Mr. Brady claims that the applicant for the 9,825-square-foot project took advantage of the city's relaxed building guidelines in getting the project approved.

The City Council is scheduled to hear Mr. Brady's appeal at its July 17 meeting. The Planning Commission approved the two-story project, located at 1906 El Camino near Spruce Avenue, on May 7.

Joe Colonna, who is listed as the applicant for the project, said he would not comment before the council hears the appeal. Mr. Colonna has another office project proposed nearby -- at 1706 El Camino Real, the site of the closed Gaylord India restaurant. That proposal has not yet been reviewed by the Planning Commission.

When city staff considered the proposal for the Acorn site, elevator shafts and mechanical rooms weren't included in measuring the total square footage of the complex -- a practice that has been used over the past several years, according to staff.

But that calculation allowed the project -- listed at 9,825 square feet -- to slip under a requirement for a traffic study on projects of at least 10,000 square feet.
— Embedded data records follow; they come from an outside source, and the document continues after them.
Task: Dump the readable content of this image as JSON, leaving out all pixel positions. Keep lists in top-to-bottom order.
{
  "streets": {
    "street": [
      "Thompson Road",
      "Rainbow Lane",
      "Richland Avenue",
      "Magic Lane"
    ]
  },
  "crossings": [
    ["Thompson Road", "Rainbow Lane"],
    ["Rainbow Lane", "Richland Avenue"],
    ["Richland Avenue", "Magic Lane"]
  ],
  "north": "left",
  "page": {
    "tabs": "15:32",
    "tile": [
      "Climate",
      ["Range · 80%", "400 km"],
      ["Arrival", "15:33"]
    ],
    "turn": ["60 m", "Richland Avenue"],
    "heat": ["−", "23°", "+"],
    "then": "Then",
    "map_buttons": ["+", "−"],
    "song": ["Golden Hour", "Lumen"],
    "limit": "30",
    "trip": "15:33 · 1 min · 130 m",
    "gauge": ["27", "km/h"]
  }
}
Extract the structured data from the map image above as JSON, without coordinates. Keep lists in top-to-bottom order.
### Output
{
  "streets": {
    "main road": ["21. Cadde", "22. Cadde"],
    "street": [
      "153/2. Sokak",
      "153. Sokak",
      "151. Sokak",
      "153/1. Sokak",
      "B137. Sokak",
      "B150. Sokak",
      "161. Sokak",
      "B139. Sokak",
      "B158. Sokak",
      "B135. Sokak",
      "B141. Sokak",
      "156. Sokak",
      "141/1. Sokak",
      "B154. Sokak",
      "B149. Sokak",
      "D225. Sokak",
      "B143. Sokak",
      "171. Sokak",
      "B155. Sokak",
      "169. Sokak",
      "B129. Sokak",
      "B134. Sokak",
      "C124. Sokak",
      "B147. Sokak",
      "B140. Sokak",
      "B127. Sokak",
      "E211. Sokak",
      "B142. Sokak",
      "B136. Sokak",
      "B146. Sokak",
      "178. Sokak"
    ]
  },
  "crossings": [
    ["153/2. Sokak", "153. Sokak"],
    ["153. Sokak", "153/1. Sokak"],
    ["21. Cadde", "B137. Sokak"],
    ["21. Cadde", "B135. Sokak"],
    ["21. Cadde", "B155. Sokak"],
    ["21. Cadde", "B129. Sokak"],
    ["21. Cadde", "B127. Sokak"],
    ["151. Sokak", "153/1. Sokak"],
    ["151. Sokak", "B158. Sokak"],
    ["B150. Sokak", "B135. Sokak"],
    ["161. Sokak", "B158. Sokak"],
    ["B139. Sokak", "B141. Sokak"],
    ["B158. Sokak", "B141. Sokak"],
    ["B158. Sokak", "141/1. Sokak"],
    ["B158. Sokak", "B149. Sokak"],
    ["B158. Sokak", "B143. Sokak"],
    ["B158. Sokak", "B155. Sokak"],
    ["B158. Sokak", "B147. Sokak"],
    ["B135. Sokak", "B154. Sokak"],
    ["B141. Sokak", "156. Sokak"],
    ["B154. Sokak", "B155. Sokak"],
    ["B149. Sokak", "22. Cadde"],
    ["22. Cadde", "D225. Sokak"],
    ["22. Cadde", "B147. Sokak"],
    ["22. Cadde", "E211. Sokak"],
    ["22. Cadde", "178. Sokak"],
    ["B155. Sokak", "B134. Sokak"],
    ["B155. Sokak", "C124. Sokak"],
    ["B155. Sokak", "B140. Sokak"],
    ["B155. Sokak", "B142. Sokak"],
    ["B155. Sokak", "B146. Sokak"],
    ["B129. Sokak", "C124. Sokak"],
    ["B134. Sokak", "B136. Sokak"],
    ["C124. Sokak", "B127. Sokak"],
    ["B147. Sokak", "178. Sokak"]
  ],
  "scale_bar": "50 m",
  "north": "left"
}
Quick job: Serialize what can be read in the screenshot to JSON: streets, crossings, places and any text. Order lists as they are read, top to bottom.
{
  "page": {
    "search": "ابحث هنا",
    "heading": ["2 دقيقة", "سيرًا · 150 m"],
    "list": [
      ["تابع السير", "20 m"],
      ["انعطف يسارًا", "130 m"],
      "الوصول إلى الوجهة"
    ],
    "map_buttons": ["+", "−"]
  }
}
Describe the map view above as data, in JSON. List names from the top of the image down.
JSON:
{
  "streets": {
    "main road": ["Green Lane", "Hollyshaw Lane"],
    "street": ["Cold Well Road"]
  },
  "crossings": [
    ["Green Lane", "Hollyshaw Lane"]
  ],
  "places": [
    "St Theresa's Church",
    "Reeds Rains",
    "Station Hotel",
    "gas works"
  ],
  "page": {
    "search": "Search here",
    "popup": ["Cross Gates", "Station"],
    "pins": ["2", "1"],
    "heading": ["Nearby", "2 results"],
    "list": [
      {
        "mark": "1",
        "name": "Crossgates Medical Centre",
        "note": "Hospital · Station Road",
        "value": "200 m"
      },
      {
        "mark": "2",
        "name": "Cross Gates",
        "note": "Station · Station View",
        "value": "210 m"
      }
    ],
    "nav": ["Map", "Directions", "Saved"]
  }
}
"[The developer] is trying to be clever and circumvent the rules," Mr. Brady said. "The city has been laid back in the past, but that's not an excuse for this project. I just don't buy that."

In May, after hearing residents' concerns about how square footage was calculated, the council directed staff to abide by a stricter, "more literal" definition of the rules, rather than grant exceptions.

But the council also decided projects already in the pipeline would be exempt from the stricter definition, which means the Acorn site project should be off the hook.

But City Attorney Bill McClure noted that the policy set by the council is not binding, and council members could choose to ignore it.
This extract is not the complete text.